**Records provided**
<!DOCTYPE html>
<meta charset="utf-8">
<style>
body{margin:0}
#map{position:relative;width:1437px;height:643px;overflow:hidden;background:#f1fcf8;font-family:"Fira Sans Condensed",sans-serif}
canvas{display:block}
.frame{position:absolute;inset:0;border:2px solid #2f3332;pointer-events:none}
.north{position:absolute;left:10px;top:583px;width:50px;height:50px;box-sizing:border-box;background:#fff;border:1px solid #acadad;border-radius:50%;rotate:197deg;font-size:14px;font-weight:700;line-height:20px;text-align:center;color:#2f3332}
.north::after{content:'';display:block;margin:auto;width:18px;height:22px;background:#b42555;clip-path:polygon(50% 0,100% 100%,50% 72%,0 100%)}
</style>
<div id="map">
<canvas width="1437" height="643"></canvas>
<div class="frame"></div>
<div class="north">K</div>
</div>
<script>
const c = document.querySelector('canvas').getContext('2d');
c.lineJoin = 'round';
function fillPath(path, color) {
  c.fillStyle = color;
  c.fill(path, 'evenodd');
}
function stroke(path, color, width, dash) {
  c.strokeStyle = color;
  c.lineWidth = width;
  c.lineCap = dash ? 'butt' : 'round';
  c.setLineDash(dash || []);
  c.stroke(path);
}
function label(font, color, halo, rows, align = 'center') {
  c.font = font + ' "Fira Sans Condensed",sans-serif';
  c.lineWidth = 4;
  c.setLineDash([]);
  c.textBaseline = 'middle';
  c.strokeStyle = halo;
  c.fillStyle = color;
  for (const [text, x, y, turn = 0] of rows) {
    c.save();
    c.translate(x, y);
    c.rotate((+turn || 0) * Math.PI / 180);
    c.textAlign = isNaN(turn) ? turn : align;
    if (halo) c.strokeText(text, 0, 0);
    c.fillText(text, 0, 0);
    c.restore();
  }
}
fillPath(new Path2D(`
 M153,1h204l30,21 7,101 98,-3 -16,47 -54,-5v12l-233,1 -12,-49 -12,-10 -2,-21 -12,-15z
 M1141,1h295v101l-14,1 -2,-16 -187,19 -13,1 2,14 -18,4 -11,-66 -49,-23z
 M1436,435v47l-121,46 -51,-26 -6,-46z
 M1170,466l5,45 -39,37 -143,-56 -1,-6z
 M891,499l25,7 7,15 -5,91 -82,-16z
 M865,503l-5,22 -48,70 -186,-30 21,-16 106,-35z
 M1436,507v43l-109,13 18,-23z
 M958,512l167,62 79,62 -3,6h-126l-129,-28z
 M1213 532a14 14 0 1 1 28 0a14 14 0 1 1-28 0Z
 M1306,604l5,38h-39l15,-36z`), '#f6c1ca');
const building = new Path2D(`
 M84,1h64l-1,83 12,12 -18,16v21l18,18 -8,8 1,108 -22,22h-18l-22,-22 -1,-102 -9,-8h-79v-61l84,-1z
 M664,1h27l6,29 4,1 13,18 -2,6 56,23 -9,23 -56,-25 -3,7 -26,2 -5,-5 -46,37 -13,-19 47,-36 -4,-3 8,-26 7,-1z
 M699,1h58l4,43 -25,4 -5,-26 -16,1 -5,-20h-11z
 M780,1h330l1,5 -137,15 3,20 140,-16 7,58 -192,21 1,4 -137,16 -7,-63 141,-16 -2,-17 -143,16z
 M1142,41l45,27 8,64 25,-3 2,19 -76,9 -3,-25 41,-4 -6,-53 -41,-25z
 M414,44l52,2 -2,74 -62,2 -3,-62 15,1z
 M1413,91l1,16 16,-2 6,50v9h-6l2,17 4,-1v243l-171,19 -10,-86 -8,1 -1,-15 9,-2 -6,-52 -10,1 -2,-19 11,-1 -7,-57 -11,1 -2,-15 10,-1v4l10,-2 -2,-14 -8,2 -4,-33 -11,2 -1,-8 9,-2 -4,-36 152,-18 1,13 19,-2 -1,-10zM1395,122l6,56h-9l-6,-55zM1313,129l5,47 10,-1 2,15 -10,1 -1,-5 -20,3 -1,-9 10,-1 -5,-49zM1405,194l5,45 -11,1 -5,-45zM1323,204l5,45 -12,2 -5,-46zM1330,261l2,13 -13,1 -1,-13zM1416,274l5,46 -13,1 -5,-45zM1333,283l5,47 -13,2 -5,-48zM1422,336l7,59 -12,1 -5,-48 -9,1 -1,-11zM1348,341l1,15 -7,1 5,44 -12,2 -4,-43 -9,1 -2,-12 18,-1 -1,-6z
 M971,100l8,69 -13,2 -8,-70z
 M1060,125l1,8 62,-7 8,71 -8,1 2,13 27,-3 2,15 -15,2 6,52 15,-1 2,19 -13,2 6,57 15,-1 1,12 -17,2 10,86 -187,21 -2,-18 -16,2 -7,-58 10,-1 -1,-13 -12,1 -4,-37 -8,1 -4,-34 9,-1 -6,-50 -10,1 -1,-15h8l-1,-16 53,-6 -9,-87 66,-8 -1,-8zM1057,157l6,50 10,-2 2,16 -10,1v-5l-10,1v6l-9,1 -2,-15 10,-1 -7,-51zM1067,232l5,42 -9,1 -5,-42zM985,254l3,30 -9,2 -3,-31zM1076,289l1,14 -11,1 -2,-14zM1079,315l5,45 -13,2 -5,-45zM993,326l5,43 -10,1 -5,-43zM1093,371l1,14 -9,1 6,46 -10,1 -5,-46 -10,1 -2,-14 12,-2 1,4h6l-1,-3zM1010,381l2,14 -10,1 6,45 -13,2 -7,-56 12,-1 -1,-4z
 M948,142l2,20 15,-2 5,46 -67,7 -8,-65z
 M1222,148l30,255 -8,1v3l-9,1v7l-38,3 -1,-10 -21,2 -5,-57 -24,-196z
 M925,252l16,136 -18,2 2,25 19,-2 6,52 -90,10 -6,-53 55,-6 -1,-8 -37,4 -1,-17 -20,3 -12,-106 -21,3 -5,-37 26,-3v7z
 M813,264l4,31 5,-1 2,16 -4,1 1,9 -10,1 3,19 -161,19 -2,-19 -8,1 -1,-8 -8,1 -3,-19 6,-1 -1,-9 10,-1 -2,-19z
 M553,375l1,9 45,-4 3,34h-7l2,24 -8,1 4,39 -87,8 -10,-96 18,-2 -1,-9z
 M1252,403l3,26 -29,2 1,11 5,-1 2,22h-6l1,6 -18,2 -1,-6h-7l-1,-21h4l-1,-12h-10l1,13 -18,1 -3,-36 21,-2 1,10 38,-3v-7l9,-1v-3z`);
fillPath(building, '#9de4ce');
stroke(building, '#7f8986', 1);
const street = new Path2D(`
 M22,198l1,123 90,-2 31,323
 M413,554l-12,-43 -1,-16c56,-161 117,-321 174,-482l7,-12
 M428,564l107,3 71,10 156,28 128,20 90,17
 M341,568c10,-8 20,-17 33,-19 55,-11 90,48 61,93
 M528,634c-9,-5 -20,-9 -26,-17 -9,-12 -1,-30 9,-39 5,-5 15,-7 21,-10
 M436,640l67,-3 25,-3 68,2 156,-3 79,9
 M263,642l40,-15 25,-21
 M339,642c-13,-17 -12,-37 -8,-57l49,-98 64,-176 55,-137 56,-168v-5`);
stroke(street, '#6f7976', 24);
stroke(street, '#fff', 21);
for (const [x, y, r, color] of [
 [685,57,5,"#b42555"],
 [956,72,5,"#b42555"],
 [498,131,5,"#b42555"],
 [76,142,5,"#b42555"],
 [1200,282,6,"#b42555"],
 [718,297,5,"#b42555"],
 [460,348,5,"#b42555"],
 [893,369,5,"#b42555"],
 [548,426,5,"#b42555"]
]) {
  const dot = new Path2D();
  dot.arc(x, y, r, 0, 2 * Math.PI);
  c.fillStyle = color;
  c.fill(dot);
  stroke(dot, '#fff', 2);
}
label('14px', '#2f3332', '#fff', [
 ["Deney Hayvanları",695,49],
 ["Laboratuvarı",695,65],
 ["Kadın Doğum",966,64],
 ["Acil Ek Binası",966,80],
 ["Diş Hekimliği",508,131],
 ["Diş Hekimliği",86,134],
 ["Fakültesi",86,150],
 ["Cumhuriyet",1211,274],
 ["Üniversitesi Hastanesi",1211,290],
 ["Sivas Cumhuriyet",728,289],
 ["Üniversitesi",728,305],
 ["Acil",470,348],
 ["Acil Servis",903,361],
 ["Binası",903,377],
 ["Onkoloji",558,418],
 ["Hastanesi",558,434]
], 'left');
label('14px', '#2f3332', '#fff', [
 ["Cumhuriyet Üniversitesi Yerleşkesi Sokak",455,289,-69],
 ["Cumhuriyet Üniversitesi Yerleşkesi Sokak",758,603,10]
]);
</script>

**Instructions to follow**
Every line with "function" in it should be copied from the entries.

**Result for this exercise**
function fillPath(path, color) {
function stroke(path, color, width, dash) {
function label(font, color, halo, rows, align = 'center') {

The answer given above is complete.